In the music business we use it far too frequently, creating unconscious redflags in our students minds as they learn pieces with us that can adversely effect performances for many years to come.
Of course there is no question that things lie on a range of simple to difficult and if something is actually beyond someone`s capabilities then it is `too difficult.` However, modern learning theory concerned with optimizing the process actually uses the word challenge more often and I think this is far more satisfactory. All learning must contain an element of `challenge@ in the sense of being something the student cannot currently do. Yet it must not be defined as difficult, simply a new level that the student will be challenged to reach and supplied with the tools to get there.
>Kanji or Chinese characters look intimidating, but the rules are in my opinion much clearer than English grammar. I tutored Chinese to a number of western adult students, and what I’ve found is once they’ve acquired certain amount of rules (such as radicals for phonetic and semantic functions, number of ways they can be structured into a character, and the order of strokes when you write), adults learn very quickly without using the type of repetitions that the native speakers have to go through when they are little.

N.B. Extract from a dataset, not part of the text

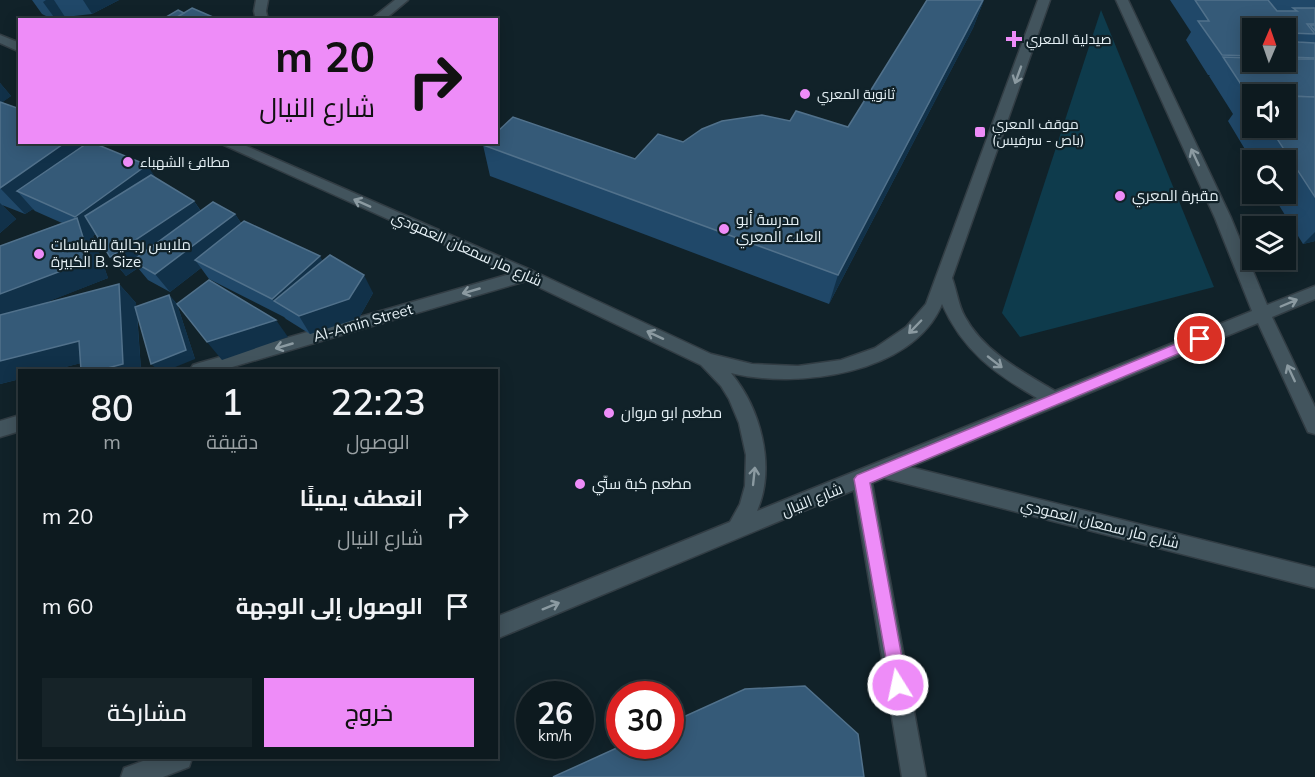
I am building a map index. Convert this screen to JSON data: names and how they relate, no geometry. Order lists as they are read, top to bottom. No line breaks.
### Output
{"streets":{"street":["شارع مار سمعان العمودي","Al-Amin Street","شارع النيال"]},"crossings":[["شارع مار سمعان العمودي","Al-Amin Street"],["شارع مار سمعان العمودي","شارع النيال"]],"one_way":["شارع مار سمعان العمودي","Al-Amin Street","شارع النيال"],"places":{"health":["صيدلية المعري"],"other":["ثانوية المعري","مطافئ الشهباء","مقبرة المعري","مدرسة أبو العلاء المعري","ملابس رجالية للقياسات الكبيرة B. Size","مطعم ابو مروان","مطعم كبة ستّي"],"transit":["موقف المعري (باص - سرفيس)"]},"north":"top","page":{"turn":["20 m","شارع النيال"],"eta":["22:23","الوصول","1","دقيقة","80","m"],"list":[{"name":"انعطف يمينًا","note":"شارع النيال","value":"20 m"},{"name":"الوصول إلى الوجهة","value":"60 m"}],"buttons":["خروج","مشاركة"],"speed":"26 km/h","limit":"30"}}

Exactly. I take a lot of care with stroke order and the moment I find a kanji slightly off looking I check that first and it is almost always the problem. Its amazing how a minute direction change can effect the whole balance and expressiveness of the kanji.
>Carrying a little dictionary around wherever you are to get regular quick check can be very helpful, like having a 24/7 available tutor.
It@s amazing how much they have changed. Th one I bought fifteen years ago used a cartridge and seemed to actually wheeze and whir as it searched when I unearthed ir recently, aside form going through new batteries every two days. The new one i bought is a thirdof the size, twenty times faster and has five or six Chinese and Portuguese dictionaries added as well as texts on classical Japanese. old sayings, history and the like. Its quite astonishing!
Sharelle,
>But some languages - Japanese and chinese, and Hiungarian for that matter - well apart from knowing that they are a language, I have no idea of the bits that make up the whole. I can't discriminate anything when I hear a native speaker of that language.
That, to my mind is the significance of the Heisig system which ensures one is writing very quickly. In a similar vein, as a language teacher of young children, I have frequently fallen afoul of the authorities because of my insistence that language learning at elementary school level consists of four skills. Ever since elementary English has been taught (actually it isn`t officially yet) everybody from the ministry to the boards of education through head teachers and teachers has always whined `no reading no writing.` Basically they are remembering their experiences of junior high school English study in which one wa forced to write pages and pages of the same word over and over again like Chinese water torture. The fact that this learning procedure failed miserably has been used to damn reading and writing at a younger age. I have always written the target sentence(s) on the blackboard without saying anything about them or drawing attention to them in the early grades. Young children with their natural need to know `setting` quickly learn to decode and as I write more complex stuff on the board in the final grades they read it aloud automatically. During walkabout type games observers of my classes say they are very puzzled as to why the students are remembering and using small grammatical words such as and, the, a , an when this does not happen in other classes they visit. he reason is simply that young kids do discern the number of words they are supposed to be saying from the written sentence on the blackboard and that trigger a memory of the sound as it was practice during the preparation of the game (as speaking practice only).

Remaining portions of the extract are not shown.